Как-то днем, спустя год и месяц, у меня в квартире раздался звонок: на пороге, обливаясь слезами, стоял Густав фон Зайфертиц, барон Вольдштайн.
— Почему я тогда тебя не убил? — простонал он.
— Потому, что не догнали, — ответил я.
— Ах, ja. Действительно.
Вглядевшись в мокрое от дождя и распухшее от слез лицо, я спросил:
— Кто-то умер?
— Ко мне пришла смерть. Или за мной? Ах, к черту эти тонкости. Перед тобой, — всхлипнул он, — существо, пораженное синдромом Румпельштильтскина![14]
— Румпель…?
— …штильтскина! Две половинки, рассеченные от горла до паха! Дерни меня за волосы, ну же! Увидишь, как я развалюсь надвое. С треском разойдется психопатическая «молния», и я развалюсь: был один герр Doktor-Адмирал, а станет два — по бросовой цене одного. Который из них — доктор-целитель, а который — адмирал, он же автор бестселлера? Тут без двух зеркал не разберешься. И без сигарного дыма!
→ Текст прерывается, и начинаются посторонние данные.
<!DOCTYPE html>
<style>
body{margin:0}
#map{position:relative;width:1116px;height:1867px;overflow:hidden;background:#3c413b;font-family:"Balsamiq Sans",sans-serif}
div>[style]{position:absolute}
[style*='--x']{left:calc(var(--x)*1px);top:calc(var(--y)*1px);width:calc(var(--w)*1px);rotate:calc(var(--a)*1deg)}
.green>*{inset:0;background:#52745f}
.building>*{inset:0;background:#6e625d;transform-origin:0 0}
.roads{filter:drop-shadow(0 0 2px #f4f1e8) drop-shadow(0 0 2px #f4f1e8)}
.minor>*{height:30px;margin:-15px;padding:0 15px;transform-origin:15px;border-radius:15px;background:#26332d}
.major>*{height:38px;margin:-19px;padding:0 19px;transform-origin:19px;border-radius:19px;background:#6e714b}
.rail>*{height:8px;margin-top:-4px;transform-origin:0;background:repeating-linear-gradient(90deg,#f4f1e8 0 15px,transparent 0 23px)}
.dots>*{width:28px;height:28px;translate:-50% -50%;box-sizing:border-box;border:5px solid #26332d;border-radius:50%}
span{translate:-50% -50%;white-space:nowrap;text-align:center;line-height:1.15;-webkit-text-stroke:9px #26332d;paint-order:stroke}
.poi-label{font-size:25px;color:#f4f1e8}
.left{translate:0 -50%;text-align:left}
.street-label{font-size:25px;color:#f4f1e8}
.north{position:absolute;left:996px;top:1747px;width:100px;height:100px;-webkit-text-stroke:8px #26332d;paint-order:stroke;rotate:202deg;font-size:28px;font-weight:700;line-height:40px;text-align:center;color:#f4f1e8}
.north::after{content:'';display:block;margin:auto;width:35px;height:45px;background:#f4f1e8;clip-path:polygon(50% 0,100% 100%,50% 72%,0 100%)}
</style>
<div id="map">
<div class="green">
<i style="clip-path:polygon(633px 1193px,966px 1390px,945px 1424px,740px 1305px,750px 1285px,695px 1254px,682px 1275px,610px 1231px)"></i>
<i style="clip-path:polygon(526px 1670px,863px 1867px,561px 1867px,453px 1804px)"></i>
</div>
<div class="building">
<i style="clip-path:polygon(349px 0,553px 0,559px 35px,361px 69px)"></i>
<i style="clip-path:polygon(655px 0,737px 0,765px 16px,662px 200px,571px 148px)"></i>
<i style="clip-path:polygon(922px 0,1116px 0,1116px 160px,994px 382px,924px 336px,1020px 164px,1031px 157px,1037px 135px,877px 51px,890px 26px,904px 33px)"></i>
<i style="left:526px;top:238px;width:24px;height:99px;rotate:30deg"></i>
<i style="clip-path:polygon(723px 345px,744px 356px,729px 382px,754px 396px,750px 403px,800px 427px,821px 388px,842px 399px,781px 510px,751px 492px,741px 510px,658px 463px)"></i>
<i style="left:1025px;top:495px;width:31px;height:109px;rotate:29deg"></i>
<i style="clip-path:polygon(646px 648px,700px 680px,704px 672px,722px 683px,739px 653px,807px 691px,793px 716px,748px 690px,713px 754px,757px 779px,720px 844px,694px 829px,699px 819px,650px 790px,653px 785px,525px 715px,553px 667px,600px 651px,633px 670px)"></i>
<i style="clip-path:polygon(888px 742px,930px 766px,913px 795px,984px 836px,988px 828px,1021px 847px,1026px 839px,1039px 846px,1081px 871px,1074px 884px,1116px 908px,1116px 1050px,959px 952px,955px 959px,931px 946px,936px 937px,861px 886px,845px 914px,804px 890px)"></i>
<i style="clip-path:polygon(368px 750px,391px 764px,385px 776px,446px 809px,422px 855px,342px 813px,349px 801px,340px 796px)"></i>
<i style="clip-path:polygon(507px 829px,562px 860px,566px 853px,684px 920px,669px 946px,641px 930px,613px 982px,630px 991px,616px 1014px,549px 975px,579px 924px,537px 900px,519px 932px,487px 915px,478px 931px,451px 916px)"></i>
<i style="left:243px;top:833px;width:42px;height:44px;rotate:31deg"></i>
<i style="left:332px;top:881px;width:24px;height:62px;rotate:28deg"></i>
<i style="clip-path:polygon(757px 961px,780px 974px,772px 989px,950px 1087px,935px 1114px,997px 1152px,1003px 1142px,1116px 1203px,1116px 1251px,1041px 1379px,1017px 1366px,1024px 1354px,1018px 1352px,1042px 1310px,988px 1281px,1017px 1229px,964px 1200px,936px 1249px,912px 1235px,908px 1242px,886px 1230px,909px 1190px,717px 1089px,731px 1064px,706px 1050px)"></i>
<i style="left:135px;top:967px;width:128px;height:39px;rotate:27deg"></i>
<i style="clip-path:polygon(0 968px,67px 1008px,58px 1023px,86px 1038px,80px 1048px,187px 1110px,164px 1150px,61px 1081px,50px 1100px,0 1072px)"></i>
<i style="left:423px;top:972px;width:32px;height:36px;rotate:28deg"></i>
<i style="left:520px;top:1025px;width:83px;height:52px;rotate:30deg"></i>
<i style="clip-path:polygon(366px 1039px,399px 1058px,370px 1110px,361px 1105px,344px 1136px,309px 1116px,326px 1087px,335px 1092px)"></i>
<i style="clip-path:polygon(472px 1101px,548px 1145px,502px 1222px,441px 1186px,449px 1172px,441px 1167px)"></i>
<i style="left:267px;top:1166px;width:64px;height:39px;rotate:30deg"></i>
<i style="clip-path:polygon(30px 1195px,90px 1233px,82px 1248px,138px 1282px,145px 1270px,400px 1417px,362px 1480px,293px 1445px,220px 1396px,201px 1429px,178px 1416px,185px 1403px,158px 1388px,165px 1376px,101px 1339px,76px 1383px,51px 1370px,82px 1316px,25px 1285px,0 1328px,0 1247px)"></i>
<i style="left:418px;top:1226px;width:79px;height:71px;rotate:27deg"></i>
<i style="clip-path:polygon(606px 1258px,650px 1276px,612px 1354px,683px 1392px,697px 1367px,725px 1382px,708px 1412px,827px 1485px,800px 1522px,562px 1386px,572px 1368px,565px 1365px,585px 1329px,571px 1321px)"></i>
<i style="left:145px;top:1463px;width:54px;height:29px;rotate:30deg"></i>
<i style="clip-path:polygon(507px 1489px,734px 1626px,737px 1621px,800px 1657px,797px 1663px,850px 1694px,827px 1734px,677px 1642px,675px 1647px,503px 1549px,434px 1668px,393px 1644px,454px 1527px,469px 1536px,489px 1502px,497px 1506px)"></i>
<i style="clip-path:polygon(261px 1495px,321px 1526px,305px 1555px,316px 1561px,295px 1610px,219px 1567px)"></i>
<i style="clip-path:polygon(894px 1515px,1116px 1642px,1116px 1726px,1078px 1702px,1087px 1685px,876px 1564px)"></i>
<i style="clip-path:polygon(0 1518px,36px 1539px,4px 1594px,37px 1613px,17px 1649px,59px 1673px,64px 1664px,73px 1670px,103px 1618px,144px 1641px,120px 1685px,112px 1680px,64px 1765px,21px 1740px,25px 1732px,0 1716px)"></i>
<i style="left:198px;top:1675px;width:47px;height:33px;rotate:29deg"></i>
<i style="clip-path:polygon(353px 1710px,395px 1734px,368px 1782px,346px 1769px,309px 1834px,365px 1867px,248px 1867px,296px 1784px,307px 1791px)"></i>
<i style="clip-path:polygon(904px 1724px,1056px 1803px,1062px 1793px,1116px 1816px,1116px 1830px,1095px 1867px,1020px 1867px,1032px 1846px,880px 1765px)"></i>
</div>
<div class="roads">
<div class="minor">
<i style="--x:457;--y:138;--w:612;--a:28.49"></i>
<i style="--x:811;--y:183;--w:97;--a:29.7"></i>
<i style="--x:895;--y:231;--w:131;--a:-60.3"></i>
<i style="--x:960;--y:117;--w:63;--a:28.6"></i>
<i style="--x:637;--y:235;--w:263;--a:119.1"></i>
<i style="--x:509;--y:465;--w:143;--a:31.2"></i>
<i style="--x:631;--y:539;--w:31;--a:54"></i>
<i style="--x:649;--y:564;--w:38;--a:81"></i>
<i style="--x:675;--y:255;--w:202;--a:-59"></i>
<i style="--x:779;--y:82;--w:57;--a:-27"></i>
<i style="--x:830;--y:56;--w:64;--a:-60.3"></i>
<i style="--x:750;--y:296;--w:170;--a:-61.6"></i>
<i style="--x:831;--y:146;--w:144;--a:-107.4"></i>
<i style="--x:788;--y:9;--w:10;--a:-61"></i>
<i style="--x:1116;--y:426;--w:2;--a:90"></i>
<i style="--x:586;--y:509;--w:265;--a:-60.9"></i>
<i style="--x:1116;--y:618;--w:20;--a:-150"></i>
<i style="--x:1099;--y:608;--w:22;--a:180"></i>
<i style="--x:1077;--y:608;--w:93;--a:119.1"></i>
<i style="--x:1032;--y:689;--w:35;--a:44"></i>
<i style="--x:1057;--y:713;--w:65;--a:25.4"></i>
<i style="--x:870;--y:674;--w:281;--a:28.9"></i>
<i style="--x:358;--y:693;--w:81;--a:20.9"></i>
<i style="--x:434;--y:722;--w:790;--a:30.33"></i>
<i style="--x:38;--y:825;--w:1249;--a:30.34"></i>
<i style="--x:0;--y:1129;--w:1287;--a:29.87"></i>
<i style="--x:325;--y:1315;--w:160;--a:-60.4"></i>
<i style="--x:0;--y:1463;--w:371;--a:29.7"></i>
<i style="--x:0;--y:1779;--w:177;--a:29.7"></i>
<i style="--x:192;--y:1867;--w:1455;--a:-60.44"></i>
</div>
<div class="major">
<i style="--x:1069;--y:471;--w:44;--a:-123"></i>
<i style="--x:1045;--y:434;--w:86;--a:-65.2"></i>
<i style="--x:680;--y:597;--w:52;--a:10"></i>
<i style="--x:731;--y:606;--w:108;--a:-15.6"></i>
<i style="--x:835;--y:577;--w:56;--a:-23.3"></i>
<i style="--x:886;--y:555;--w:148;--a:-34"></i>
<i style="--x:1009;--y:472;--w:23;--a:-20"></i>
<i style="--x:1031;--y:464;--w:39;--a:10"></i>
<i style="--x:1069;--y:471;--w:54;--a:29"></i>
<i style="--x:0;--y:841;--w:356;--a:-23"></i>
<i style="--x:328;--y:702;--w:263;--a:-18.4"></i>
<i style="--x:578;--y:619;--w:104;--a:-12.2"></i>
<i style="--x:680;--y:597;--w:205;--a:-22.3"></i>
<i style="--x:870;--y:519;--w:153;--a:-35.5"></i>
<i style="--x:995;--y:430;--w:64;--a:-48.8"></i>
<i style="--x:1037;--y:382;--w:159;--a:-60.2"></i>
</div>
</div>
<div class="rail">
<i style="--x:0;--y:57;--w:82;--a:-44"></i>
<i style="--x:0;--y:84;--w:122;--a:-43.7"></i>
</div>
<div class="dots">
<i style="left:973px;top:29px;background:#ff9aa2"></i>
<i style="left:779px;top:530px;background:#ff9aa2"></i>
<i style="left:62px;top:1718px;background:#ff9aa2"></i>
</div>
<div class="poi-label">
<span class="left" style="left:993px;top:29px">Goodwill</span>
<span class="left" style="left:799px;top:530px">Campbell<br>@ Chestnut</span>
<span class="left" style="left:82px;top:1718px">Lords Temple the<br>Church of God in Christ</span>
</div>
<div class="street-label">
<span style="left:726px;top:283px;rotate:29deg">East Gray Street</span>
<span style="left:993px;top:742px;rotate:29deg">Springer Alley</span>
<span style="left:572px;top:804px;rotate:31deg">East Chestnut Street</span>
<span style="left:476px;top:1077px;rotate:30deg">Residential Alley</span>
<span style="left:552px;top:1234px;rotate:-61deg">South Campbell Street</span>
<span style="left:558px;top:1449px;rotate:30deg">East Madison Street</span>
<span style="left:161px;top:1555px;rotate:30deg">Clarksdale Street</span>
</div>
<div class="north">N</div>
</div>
Умолкнув, он огляделся и сжал голову руками.
— Видишь трещину? Неужели я вновь распадаюсь на части, чтобы превратиться в безумного моряка, алчущего денег и славы, терзаемого пальцами безумных женщин с раздавленным либидо? Страдалицы-камбалы, так я их прозвал! Однако брал с них деньги, плевался и транжирил! Тебе бы так — хотя бы год! Нечего скалиться.
— Я не скалюсь.
— Тогда терпи, пока я не закончу. Где тут можно прилечь? Это кушетка? Уж больно коротка. Куда девать ноги?
— Свесить набок.
Фон Зайфертиц улегся, свесив ноги на пол.
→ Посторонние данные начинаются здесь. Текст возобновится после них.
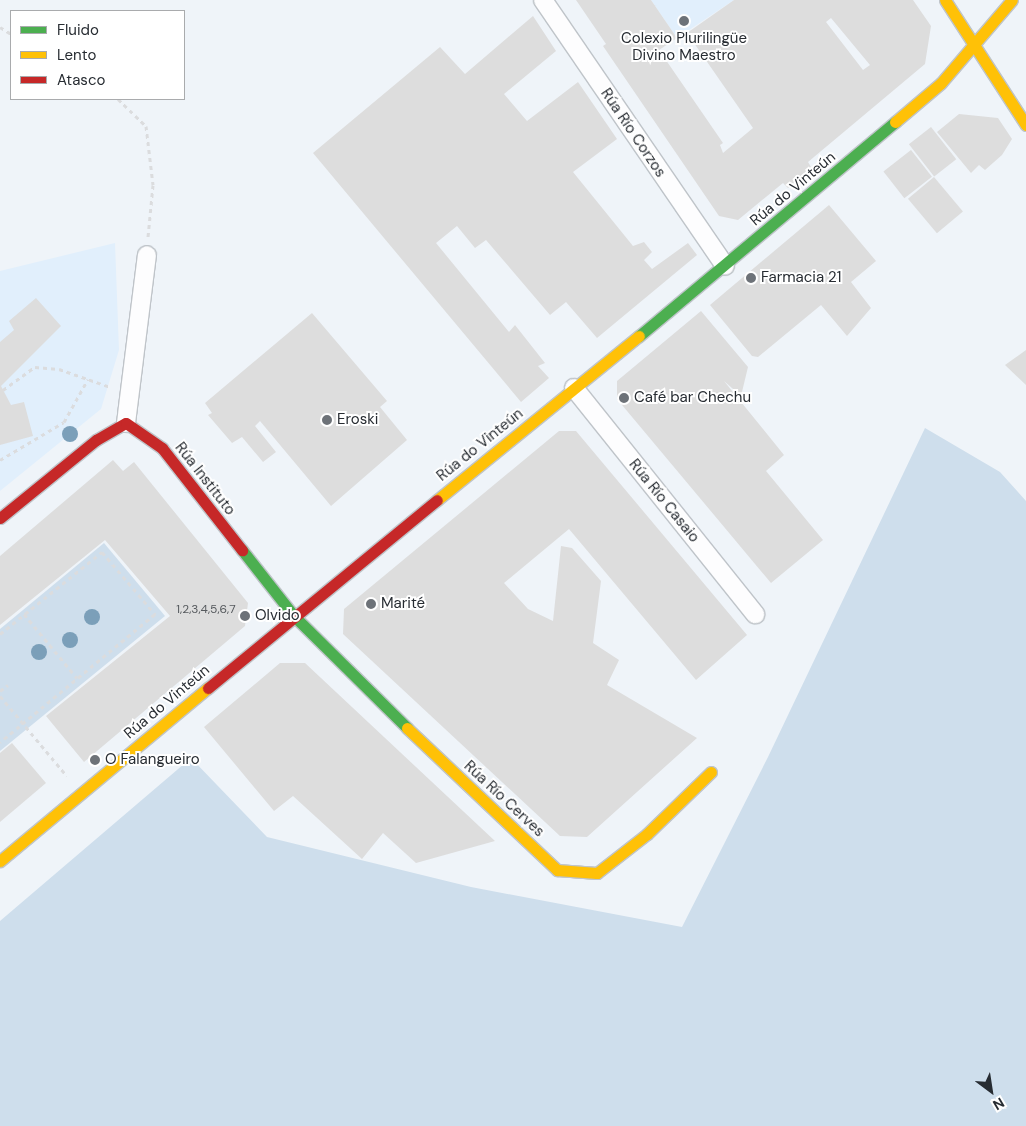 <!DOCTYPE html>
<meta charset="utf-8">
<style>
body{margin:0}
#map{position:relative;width:1026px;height:1126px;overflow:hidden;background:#eff4f9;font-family:"DM Sans",sans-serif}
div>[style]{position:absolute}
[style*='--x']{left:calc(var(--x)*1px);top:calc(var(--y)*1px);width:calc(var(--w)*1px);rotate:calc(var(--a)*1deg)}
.built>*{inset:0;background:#e1effc}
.green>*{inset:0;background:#cedeec}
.building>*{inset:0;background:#ddd;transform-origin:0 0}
.path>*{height:3px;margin-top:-1.5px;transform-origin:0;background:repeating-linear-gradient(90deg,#dbdcde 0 4px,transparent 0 8px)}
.roads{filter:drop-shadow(1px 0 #bfc4c9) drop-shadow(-1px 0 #bfc4c9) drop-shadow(0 1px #bfc4c9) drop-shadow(0 -1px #bfc4c9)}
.street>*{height:18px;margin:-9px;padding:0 9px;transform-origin:9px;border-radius:9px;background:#fdfdfe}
.fast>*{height:11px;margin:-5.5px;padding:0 5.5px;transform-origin:5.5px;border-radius:5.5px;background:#4caf50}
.slow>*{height:11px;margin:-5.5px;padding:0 5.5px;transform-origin:5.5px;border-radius:5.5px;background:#ffc107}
.jam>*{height:11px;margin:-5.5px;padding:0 5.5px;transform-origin:5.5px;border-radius:5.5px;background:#c62828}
.trees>*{width:16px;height:16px;margin:-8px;border-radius:50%;background:#7b9fb9}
.dots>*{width:14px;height:14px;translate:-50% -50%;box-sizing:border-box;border:2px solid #fff;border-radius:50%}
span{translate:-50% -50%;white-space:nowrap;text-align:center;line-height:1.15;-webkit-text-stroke:4px #fff;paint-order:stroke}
.number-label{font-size:12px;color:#565a5e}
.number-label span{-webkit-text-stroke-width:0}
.poi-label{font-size:15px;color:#272c32}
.left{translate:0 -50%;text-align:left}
.street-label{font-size:15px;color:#272c32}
.legend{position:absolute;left:10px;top:10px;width:175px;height:90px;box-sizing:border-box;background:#fff;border:1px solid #a9abad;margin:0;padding:6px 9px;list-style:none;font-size:15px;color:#272c32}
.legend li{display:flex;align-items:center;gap:10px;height:25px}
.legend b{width:25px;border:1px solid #a9abad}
.north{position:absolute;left:966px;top:1066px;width:50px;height:50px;-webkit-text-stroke:4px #fff;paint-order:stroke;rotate:149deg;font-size:14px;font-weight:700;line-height:20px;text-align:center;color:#272c32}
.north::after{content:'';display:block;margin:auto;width:18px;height:22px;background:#272c32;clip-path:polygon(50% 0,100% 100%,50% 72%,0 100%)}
</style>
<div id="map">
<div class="built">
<i style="clip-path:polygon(651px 0,734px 0,677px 38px)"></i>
<i style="clip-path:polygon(115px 243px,119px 350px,101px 409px,0 491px,0 271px)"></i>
</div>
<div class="green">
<i style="clip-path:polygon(925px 428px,1000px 472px,1026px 501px,1026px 1126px,0 1126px,0 921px,191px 758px,267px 837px,471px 887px,682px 927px,768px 757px)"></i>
<i style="clip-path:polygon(104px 543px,165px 616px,0 751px,0 629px)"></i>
</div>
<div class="building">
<i style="clip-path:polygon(evenodd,576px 0,651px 0,677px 38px,659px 50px,723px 143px,720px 145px,723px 153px,753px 128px,687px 33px,734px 0,913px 0,931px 26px,925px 64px,808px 162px,811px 167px,788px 188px,783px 183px,738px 220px,719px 216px,603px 46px,606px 44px,576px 0,831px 18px,870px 65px,863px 70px,826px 22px,831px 18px)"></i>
<i style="clip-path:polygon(533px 16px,556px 51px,504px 94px,527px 121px,578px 82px,617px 139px,573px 172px,633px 246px,644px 242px,652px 252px,644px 260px,652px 269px,688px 243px,697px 255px,597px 338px,566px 302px,550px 315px,486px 240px,475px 248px,457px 226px,436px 243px,509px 332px,515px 325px,545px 363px,538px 366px,549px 378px,521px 402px,313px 153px,440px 47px,465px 74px)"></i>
<i style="clip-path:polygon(959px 114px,998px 118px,1012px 139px,1002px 155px,985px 170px,979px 165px,971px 173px,937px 132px)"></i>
<i style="left:931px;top:127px;width:41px;height:28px;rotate:52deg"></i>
<i style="left:911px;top:150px;width:34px;height:35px;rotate:52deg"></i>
<i style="left:934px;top:177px;width:45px;height:34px;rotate:50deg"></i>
<i style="clip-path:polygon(829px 205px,876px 261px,851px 282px,871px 308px,847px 336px,821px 305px,758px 357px,752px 356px,710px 305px)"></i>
<i style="clip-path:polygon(36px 298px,61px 326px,1px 386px,11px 405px,24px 402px,33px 436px,0 445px,0 342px,14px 330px,9px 321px)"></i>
<i style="clip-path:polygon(701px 311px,748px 367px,741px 396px,724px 381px,784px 455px,766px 471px,823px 540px,771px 583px,617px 399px,617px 381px)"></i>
<i style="clip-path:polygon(312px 313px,387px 401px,380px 407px,407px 440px,331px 506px,260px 421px,255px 426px,276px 452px,263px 462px,242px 437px,232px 443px,208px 415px,212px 413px,205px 403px)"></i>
<i style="clip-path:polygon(1026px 350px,1026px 385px,1005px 365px)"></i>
<i style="clip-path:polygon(559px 431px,576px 431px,747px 635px,696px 680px,569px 529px,504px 583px,528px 609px,553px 621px,561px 546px,572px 548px,601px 581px,593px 643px,619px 660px,607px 685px,697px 738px,587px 837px,560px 836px,343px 634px,344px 609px)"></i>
<i style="clip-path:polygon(113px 460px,123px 471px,134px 462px,248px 603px,245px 626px,84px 762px,46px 716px,170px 616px,105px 540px,0 625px,0 556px)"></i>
<i style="clip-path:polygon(280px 663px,305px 663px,495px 841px,416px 863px,383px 833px,362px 859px,293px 796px,274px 811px,204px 727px)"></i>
<i style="clip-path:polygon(12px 743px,46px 783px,0 822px,0 753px)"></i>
</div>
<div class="path">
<i style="--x:0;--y:27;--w:13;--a:32"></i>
<i style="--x:118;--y:99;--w:39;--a:44"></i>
<i style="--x:146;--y:126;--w:59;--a:83.2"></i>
<i style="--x:153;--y:185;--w:52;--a:95.5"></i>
<i style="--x:3;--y:390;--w:39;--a:-36"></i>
<i style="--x:35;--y:367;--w:24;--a:5"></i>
<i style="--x:59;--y:369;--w:54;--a:19.4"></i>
<i style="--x:0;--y:460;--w:74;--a:-30.7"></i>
<i style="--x:64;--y:422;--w:49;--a:-60.8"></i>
<i style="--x:24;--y:614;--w:83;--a:50.4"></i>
<i style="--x:0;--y:634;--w:131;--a:-38.8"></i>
<i style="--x:102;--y:552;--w:82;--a:49.5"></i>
<i style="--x:155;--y:614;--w:201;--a:140.4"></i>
<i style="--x:0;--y:691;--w:10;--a:-37"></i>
<i style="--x:0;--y:696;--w:104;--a:50.1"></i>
</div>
<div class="roads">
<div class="street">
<i style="--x:543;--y:0;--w:322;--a:55.6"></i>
<i style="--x:574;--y:388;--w:290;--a:51.3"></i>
<i style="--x:126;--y:423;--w:169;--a:-82.9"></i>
</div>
<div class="fast">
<i style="--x:639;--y:336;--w:334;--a:-39.9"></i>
<i style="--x:242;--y:550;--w:84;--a:51.8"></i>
<i style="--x:294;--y:616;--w:159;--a:44.7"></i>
</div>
<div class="slow">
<i style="--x:945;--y:0;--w:149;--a:57.1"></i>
<i style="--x:895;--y:122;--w:60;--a:-40.3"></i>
<i style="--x:941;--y:83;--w:109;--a:-49.5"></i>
<i style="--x:437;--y:500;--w:260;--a:-39.1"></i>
<i style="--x:407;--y:728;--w:207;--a:43.4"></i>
<i style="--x:557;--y:870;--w:40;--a:4.3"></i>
<i style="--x:597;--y:873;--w:63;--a:-38"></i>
<i style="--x:647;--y:834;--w:89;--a:-44.1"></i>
<i style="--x:0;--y:861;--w:271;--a:-39.8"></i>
</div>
<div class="jam">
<i style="--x:0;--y:518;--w:124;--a:-39.1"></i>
<i style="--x:96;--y:440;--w:34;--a:-30"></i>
<i style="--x:126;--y:423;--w:44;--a:34.8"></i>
<i style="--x:162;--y:448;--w:130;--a:51.9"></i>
<i style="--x:208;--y:688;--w:296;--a:-39.4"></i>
</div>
</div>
<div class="trees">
<i style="left:70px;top:434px"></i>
<i style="left:92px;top:617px"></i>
<i style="left:70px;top:640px"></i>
<i style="left:39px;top:652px"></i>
</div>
<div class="dots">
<i style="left:684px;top:21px;background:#6d7278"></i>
<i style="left:751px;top:278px;background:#6d7278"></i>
<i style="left:624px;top:398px;background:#6d7278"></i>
<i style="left:327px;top:420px;background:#6d7278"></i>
<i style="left:371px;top:604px;background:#6d7278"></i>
<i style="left:245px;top:616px;background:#6d7278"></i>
<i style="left:95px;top:760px;background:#6d7278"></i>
</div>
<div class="number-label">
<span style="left:206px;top:610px">1,2,3,4,5,6,7</span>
</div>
<div class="poi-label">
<span style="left:684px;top:47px">Colexio Plurilingüe<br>Divino Maestro</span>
<span class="left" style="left:761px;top:278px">Farmacia 21</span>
<span class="left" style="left:634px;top:398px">Café bar Chechu</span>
<span class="left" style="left:337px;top:420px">Eroski</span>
<span class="left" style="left:381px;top:604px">Marité</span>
<span class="left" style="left:255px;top:616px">Olvido</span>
<span class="left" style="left:105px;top:760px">O Falangueiro</span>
</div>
<div class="street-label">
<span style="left:633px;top:133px;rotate:56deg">Rúa Río Corzos</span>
<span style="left:793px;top:189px;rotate:-40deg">Rúa do Vinteún</span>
<span style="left:480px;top:445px;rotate:-39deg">Rúa do Vinteún</span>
<span style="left:205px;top:479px;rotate:52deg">Rúa Instituto</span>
<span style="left:664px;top:501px;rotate:51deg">Rúa Río Casaio</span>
<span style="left:167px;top:702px;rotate:-40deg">Rúa do Vinteún</span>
<span style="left:504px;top:799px;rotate:43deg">Rúa Río Cerves</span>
</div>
<ul class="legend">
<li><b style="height:6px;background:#4caf50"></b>Fluido</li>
<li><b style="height:6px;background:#ffc107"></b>Lento</li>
<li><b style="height:6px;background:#c62828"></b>Atasco</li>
</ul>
<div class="north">N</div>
</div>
— А что, неплохо. Садись за изголовьем. Не заглядывай мне через плечо. Отведи глаза. Не ухмыляйся и не кривись, покуда я буду выдавливать психоклей, чтобы заново склеить Румпеля и Штильтскина, пожалуй, так и назову, с божьей помощью, свою вторую книгу. Чтоб ты провалился ко всем чертям, а заодно и твой проклятый перископ!
— Почему мой? Ваш. Вы сами хотели, чтобы я в тот день с ним ознакомился. Подозреваю, вы не один год нашептывали забывшимся в полудреме пациентам: «Погружение, погружение». Но не устояли перед своим же оглушительным криком: «Погружение!» Это в вас проснулся тот самый капитан, алчущий славы и денег, каких хватило бы на содержание конюшни чистокровных скакунов.
— Господи, — прошептал фон Зайфертиц. — Как я ненавижу, когда тебя тянет на откровенность. Мне уже легче. Сколько с меня причитается?
Он поднялся с кушетки:
— Пожалуй, будем убивать не тебя, а монстров.
— Монстров?
— У меня в кабинете. Если сможем пробиться сквозь толпы душевнобольных.
— Хотите сказать, душевнобольные заполонили не только ваш кабинет, но и все подходы?
— Я тебе когда-нибудь лгал?
— И не раз. Впрочем, — добавил я, — самую малость, для пользы дела.
— Пошли, — скомандовал он.
На лестничной площадке нас встретила длинная очередь почитателей и просителей. Между лифтом и дверью баронской приемной ожидало никак не меньше семидесяти человек, прижимавших к груди сочинения мадам Блаватской,[15] Кришнамурти[16] и Ширли Маклейн.[17] При виде барона у толпы вырвался вой, как из открытой топки. Мы ринулись вперед и прошмыгнули в приемную, не дав опомниться страждущим.
— Полюбуйся, что ты наделал! — указал пальцем в сторону двери фон Зайфертиц.
Стены приемной были обшиты дорогим тиковым деревом. Письменный стол наполеоновской эпохи, редкостный образчик стиля ампир, стоил не менее пятидесяти тысяч долларов. Кушетка так и притягивала мягчайшей кожей, а на стене висели полотна Ренуара и Мане, причем подлинники. Боже праведный, подумалось мне, это миллионы и миллионы!